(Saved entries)
•••

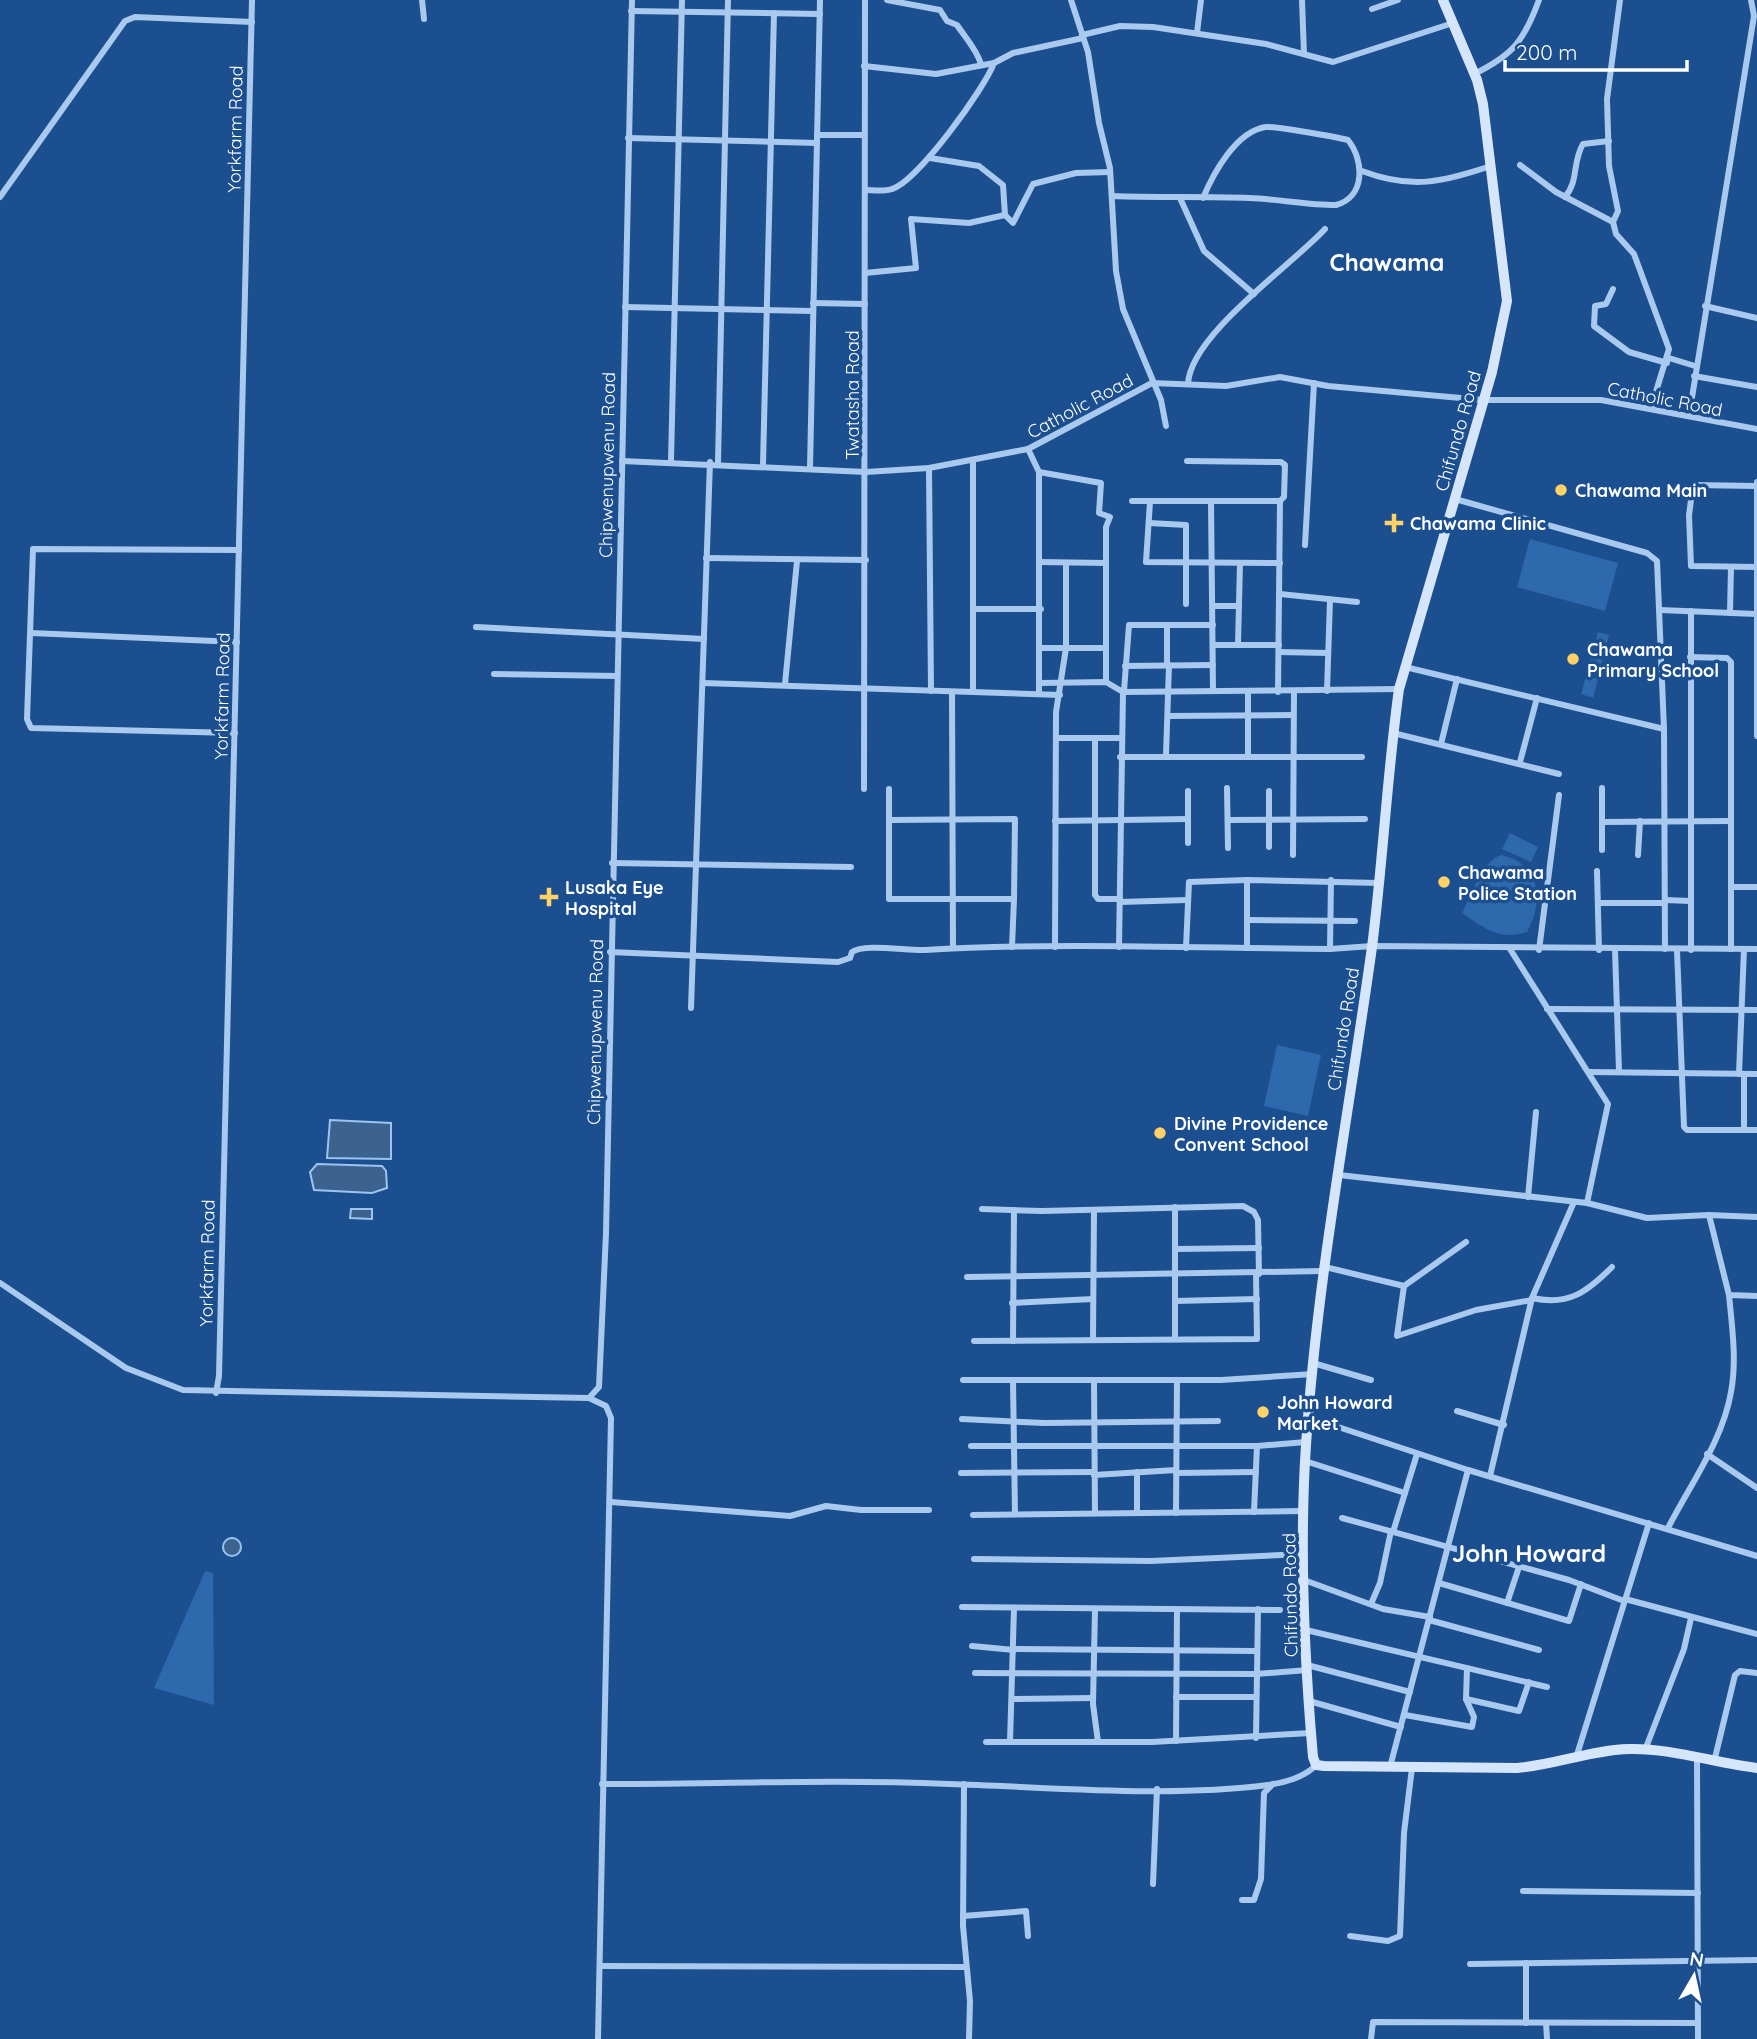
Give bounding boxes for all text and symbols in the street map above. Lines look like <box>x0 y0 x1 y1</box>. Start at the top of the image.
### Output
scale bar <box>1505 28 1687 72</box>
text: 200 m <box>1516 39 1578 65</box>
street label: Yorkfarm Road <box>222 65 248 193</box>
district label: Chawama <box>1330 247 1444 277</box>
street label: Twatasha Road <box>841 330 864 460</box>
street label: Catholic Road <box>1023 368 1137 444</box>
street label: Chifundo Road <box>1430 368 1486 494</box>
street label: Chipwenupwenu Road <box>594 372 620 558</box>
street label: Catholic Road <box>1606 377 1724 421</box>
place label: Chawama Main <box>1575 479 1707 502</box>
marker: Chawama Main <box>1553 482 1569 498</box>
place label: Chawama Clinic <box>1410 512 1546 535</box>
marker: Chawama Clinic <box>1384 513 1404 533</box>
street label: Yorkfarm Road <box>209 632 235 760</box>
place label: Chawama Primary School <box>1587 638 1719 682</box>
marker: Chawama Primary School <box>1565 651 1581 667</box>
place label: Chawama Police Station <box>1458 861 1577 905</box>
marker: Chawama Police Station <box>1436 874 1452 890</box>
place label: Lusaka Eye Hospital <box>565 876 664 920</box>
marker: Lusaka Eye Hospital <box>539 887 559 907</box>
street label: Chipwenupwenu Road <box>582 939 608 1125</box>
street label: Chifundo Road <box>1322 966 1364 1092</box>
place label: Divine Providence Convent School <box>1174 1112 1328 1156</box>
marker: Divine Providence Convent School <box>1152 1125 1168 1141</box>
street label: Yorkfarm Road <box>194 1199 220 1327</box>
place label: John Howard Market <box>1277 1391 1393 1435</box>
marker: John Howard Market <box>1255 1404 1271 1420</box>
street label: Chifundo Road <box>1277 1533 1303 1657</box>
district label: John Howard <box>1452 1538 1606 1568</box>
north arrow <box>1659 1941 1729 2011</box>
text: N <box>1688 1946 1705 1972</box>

•••

> [TASK STATEMENT] Out of the entries, pull every line that mentions "Providence".

> [REPLY]
place label: Divine Providence Convent School <box>1174 1112 1328 1156</box>
marker: Divine Providence Convent School <box>1152 1125 1168 1141</box>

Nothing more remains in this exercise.